Dataset entries: Begin

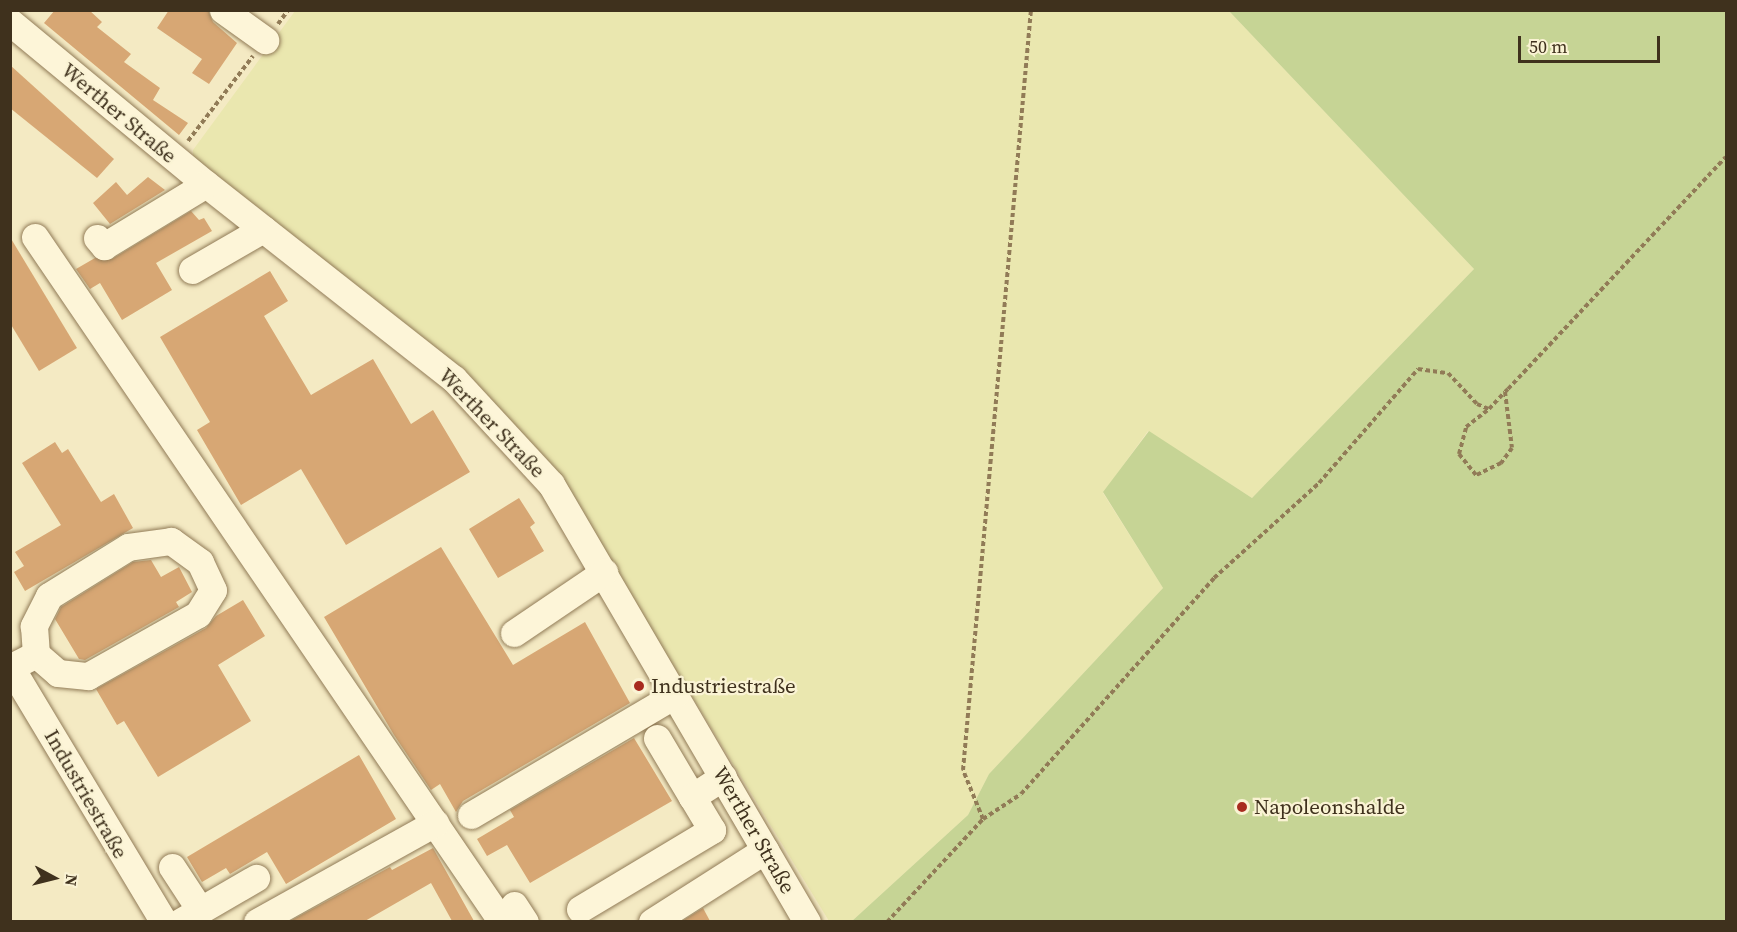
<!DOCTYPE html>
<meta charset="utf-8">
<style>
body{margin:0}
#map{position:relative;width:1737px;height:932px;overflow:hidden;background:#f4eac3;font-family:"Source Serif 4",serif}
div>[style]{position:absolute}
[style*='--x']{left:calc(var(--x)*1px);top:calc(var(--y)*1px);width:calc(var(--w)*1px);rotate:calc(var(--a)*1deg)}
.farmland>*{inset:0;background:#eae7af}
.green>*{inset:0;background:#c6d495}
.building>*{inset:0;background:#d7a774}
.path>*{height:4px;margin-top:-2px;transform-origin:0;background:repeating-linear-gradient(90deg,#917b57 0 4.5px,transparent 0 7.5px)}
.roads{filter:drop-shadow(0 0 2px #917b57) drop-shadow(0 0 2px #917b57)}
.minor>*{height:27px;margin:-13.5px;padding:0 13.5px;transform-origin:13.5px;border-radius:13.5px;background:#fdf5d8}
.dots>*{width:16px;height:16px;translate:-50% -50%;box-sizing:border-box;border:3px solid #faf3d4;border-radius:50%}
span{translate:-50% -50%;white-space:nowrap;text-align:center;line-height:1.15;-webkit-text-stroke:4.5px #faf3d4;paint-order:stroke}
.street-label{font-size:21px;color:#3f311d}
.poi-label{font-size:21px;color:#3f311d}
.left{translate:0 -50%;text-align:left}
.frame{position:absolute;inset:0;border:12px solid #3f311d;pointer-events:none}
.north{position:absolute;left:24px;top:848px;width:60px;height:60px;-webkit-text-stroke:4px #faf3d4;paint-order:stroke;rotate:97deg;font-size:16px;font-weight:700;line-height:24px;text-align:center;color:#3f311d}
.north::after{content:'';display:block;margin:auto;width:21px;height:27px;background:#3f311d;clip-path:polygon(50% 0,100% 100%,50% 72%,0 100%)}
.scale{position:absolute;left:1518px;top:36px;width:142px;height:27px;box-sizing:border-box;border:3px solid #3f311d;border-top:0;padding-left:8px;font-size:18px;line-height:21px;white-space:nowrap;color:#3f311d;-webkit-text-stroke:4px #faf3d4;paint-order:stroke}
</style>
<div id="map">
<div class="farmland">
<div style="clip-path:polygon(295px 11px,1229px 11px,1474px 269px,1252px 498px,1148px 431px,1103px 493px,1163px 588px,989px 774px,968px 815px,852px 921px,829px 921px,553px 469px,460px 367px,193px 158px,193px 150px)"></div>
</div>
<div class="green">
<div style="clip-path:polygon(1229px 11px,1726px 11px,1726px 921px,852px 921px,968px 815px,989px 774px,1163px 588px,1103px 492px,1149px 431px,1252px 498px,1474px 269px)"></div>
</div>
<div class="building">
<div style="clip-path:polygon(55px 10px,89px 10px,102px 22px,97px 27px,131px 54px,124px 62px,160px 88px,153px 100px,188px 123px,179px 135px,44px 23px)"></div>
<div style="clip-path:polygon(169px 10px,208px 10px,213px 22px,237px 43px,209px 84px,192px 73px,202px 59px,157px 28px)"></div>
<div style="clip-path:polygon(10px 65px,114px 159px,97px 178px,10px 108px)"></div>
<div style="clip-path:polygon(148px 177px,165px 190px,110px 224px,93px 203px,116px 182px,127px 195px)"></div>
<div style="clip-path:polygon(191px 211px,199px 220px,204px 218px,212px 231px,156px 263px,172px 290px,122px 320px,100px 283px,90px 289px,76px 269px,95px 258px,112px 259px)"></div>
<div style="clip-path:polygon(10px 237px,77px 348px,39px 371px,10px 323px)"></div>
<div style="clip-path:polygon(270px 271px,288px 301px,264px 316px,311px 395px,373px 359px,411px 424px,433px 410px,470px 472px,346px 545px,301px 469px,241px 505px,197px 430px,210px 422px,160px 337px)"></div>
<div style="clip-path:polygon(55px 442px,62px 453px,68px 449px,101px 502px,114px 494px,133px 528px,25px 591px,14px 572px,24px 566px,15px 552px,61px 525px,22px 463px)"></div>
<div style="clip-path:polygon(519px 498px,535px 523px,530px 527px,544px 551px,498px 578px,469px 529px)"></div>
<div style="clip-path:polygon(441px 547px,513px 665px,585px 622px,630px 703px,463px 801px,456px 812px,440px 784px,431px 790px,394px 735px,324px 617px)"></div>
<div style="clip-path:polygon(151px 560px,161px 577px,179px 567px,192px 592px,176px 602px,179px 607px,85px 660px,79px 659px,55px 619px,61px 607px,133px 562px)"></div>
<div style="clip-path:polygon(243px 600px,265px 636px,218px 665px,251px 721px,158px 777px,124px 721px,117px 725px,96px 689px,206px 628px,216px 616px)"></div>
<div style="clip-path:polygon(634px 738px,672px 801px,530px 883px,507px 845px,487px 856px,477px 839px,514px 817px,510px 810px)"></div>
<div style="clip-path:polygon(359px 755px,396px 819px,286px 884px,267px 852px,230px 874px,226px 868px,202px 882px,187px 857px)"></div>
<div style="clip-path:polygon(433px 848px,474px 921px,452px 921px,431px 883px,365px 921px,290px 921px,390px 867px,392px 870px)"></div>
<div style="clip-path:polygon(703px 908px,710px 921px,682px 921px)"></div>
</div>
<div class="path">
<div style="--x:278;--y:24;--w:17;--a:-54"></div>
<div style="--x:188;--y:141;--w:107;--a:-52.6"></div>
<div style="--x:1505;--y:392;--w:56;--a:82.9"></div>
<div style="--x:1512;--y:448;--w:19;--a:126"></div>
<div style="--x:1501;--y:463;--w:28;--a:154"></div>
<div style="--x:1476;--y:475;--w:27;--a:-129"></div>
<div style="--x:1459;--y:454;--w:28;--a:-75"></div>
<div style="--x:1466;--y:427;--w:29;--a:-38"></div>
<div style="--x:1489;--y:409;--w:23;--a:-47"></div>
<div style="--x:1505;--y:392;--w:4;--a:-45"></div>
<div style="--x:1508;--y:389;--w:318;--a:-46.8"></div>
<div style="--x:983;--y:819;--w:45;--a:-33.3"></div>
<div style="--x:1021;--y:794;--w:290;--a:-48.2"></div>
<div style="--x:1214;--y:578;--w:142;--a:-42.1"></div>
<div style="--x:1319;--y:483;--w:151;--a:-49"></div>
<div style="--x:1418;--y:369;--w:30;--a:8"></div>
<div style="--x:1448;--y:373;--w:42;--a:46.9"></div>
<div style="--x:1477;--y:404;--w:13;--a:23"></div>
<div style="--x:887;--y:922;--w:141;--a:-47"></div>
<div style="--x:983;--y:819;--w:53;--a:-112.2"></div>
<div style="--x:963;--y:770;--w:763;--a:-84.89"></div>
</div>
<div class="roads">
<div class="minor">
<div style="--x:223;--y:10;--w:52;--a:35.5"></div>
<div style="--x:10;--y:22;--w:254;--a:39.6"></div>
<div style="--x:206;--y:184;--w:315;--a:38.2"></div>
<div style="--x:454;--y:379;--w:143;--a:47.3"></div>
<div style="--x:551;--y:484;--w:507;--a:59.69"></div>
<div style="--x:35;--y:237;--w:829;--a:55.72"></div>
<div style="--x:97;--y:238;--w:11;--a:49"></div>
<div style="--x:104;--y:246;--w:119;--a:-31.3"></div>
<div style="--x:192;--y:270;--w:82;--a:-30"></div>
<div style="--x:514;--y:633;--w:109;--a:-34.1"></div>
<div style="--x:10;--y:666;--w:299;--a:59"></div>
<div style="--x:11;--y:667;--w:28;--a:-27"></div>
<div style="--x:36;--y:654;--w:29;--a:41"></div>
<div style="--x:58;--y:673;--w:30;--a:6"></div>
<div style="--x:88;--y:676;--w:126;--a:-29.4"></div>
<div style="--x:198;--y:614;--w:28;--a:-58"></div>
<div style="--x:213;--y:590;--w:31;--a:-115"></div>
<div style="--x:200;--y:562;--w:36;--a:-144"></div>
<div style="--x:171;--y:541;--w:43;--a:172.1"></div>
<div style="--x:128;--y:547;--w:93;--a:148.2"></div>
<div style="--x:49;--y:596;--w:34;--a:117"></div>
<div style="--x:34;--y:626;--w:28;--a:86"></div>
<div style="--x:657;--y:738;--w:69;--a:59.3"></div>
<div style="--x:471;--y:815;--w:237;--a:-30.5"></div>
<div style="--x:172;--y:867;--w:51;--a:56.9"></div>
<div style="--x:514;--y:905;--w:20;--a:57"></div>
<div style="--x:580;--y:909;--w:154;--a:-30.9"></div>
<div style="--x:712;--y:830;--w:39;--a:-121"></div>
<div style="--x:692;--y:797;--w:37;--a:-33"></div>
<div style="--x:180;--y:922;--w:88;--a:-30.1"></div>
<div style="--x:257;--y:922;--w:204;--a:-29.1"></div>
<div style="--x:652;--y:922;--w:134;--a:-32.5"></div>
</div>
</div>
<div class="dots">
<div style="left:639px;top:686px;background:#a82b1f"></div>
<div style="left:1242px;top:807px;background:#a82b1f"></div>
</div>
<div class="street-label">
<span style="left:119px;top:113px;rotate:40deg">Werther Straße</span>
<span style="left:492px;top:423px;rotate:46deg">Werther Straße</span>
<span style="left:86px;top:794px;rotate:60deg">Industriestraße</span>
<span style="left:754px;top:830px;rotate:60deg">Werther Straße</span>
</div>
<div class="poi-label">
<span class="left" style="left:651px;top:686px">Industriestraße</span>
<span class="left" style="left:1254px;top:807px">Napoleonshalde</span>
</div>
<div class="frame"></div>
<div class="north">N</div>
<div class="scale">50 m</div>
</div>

Dataset entries: End
Dataset entries: Begin

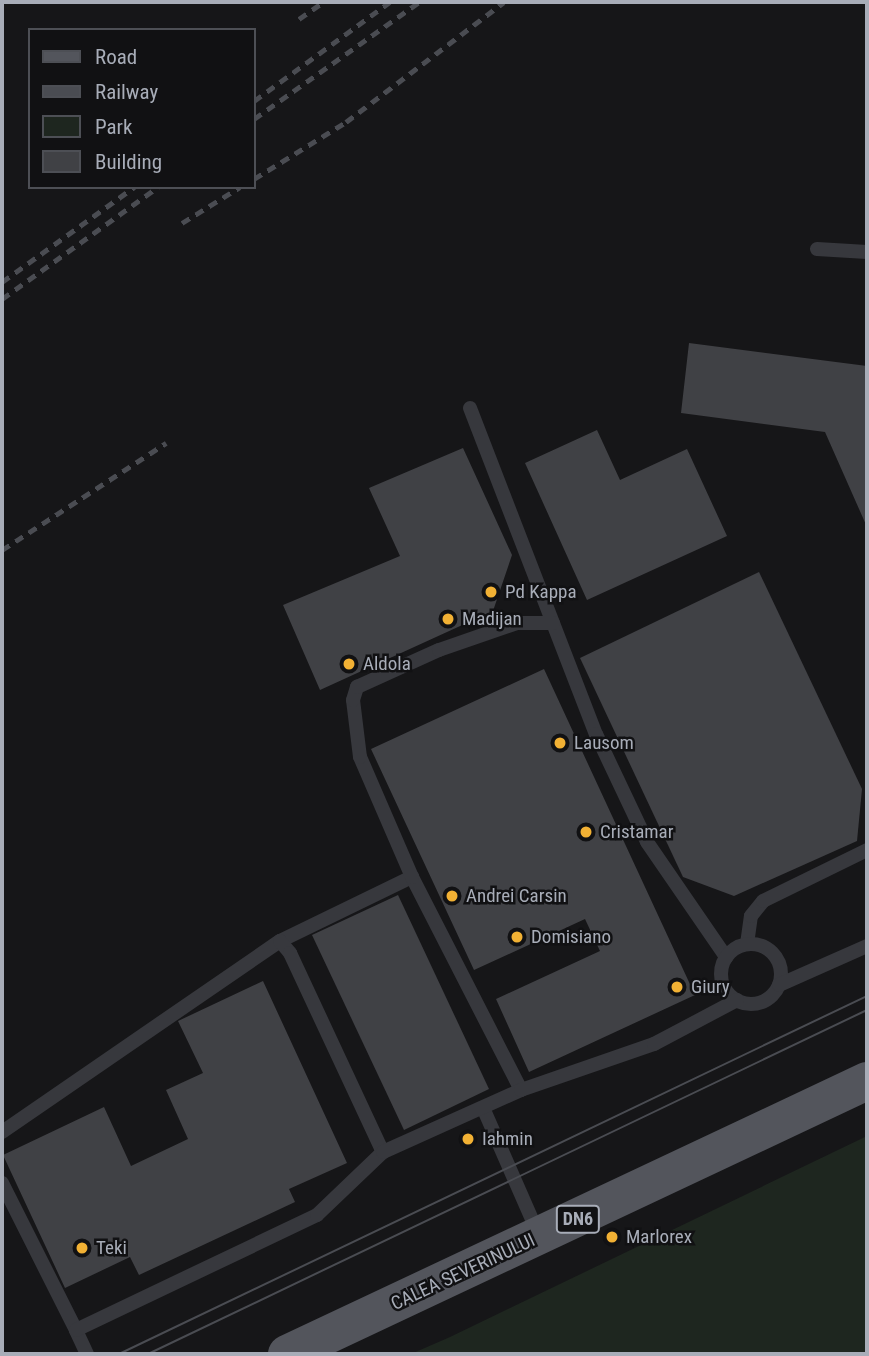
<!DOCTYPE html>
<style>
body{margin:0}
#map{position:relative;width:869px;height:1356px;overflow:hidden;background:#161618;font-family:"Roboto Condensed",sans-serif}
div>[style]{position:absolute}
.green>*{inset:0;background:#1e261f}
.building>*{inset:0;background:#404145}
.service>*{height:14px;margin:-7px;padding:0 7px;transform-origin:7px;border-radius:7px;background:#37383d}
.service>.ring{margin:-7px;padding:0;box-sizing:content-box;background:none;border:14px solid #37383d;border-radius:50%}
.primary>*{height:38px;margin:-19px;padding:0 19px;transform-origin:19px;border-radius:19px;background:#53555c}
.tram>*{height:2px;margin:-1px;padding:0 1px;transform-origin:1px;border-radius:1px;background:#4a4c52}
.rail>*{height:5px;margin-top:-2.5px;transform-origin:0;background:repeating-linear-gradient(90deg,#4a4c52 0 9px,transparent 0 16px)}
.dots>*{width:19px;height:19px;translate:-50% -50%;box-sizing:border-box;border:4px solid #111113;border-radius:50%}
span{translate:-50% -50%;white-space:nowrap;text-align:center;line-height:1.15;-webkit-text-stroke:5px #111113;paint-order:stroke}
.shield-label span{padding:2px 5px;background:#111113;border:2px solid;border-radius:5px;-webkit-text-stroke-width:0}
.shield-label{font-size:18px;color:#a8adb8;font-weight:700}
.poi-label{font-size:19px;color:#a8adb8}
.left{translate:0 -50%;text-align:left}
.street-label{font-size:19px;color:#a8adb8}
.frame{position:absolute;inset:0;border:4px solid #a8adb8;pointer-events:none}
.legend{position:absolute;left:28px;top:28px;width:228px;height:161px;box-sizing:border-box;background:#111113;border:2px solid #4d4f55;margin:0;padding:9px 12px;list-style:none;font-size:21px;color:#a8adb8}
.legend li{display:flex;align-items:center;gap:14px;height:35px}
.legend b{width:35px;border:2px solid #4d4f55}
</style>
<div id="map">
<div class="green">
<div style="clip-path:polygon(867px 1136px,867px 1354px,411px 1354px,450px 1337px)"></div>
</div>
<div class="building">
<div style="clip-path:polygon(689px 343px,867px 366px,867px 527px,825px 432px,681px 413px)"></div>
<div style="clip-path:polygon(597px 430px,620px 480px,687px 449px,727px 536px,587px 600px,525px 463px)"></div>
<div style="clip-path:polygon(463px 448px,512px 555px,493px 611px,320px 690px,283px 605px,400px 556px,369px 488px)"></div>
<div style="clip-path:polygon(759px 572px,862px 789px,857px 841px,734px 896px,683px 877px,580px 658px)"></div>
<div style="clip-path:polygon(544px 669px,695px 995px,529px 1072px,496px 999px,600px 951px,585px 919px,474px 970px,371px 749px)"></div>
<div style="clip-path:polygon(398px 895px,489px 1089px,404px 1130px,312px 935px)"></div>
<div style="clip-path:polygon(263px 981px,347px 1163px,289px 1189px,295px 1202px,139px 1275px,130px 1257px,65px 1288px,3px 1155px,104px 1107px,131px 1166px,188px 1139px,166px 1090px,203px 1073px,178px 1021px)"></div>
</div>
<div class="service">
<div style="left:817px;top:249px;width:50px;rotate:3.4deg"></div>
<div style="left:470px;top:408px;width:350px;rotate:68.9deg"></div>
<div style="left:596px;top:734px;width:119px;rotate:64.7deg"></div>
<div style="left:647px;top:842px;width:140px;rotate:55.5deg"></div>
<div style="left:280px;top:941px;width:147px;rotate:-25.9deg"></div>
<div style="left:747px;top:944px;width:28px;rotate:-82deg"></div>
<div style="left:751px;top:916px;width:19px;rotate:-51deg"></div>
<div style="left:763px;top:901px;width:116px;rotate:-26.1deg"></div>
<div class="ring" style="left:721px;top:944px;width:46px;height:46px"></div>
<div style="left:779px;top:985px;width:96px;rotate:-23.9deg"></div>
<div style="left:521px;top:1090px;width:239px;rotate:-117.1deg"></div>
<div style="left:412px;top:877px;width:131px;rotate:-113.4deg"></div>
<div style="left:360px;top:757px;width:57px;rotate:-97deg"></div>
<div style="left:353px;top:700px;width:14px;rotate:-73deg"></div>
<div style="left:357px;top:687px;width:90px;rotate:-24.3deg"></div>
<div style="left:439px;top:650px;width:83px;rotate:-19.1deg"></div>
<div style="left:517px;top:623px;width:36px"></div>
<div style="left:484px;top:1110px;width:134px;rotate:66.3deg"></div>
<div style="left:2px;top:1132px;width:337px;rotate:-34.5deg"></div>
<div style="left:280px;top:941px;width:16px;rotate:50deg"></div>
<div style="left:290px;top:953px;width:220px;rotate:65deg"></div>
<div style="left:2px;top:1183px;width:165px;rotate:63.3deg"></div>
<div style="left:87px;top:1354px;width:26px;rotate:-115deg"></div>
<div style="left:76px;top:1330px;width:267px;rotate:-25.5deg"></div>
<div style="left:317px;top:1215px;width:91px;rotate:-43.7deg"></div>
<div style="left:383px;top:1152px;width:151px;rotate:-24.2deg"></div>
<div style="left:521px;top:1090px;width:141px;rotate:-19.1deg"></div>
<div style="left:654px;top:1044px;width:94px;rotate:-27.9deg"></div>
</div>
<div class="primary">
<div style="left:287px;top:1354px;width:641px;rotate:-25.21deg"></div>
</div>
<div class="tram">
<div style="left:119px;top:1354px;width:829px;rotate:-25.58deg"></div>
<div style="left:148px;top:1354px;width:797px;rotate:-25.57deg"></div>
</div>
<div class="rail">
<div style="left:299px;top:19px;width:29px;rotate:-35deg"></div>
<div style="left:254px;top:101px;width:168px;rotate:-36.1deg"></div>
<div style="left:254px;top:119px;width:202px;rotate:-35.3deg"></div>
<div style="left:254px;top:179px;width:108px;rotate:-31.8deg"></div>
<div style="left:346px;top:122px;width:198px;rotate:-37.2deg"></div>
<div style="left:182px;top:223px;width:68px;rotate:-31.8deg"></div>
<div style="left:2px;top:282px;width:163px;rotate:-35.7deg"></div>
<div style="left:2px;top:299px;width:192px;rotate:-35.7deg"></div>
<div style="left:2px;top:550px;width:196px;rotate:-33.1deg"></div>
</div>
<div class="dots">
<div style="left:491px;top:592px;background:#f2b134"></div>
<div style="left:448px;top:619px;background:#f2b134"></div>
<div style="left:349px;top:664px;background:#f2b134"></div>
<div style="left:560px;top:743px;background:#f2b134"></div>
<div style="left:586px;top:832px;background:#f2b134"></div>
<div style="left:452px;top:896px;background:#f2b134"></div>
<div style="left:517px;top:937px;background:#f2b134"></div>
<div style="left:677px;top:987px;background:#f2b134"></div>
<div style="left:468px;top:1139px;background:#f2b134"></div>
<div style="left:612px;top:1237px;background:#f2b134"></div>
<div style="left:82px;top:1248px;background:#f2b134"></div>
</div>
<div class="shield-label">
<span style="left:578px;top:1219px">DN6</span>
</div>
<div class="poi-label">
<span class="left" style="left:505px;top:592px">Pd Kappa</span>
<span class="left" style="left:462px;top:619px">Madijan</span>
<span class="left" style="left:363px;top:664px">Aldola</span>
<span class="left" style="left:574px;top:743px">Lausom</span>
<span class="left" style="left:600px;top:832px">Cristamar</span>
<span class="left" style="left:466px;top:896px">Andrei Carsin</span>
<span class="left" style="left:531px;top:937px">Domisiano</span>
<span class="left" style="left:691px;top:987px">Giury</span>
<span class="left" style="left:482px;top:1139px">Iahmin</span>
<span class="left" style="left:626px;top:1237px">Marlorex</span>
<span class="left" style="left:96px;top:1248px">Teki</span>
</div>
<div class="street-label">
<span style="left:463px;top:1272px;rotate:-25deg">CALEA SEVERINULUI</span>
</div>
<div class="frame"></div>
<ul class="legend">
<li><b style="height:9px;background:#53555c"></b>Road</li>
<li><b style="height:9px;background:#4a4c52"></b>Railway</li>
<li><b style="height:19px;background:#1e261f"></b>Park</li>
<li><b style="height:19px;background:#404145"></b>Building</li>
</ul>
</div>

Dataset entries: End

= What to do =
Would you copy every line of the entries that includes the word "serif"?

= Response for this exercise =
#map{position:relative;width:1737px;height:932px;overflow:hidden;background:#f4eac3;font-family:"Source Serif 4",serif}
#map{position:relative;width:869px;height:1356px;overflow:hidden;background:#161618;font-family:"Roboto Condensed",sans-serif}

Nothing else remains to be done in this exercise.